Because of that, you can bet that White will use his influence to fill the vacant director seats with people who are more willing to work with him.
His return is reassuring for those who see White as the driving force behind WiseTech’s success. However, this is a worry for governance advocates because a lack of independent decision-making is often a breeding ground for further corporate scandal and worry.
The Australian Shareholders’ Association has already raised concerns about the lack of independent directors, warning that strong governance is at risk.
The Australian press has compared White’s comeback to a one-man-band leadership espoused by Donald Trump and Elon Musk, where supporters are expected to fall in line, and allegations of wrongdoing are simply brushed aside.
In governance, that attitude always comes back to haunt you.
The value of independent directors
Good governance isn’t about a “loyal” board or ticking boxes for collective decision-making—it’s about genuine oversight, fuelled by respectful challenges and open questioning so that, ultimately, those in charge make the right call.
History has shown us that the lack of independence on influential boards can always lead to chaos.

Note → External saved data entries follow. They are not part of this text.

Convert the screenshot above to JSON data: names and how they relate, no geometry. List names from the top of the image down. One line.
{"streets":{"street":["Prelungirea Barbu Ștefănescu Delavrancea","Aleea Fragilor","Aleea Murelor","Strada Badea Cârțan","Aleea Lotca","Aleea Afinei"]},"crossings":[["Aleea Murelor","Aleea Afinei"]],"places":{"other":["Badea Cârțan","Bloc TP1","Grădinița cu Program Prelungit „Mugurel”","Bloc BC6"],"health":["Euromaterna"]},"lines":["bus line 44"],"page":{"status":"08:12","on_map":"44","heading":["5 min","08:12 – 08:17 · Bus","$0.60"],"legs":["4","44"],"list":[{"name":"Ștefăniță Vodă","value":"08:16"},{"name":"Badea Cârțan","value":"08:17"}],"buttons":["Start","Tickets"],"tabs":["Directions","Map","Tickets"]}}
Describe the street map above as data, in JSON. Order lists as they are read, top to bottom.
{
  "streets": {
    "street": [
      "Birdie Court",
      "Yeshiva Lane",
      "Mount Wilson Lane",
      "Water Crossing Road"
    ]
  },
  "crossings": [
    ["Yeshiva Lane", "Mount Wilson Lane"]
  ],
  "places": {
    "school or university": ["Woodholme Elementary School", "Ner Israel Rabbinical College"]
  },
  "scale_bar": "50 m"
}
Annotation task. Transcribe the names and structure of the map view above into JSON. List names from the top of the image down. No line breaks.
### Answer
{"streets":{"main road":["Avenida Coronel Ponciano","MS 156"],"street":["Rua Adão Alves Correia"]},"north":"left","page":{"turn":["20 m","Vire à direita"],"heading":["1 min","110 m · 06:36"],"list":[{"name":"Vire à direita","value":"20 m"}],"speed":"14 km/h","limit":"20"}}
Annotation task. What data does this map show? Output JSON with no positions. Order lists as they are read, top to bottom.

After a scandal, when it’s time to analyse what went wrong, one of the most common findings is that the board simply didn’t ask the right questions and challenge established principles that didn’t make sense.
We saw it in:
- The UK Post Office scandal, where those in charge failed to question discrepancies in serious allegations against employees, since proven to be false.
- The Danske Bank scandal, where those in charge failed to question the origin of billions moving through the bank’s channels.
- The Volkswagen scandal, where a lack of external scrutiny failed to catch discrepancies in emissions claims.
The lesson? When a board is too closely aligned with management, the company—and its investors—suffer the consequences.
In summary
Richard White has come out on top of a bumpy few months at WiseTech. Relegated the sidelines, he has used his influence to regain an important role after most of the board resigned.
Now, he seems set to ignore key governance principles and pursue his leadership agenda. While this might bring relief in the short term, it constitutes a serious governance risk that we have seen repeatedly.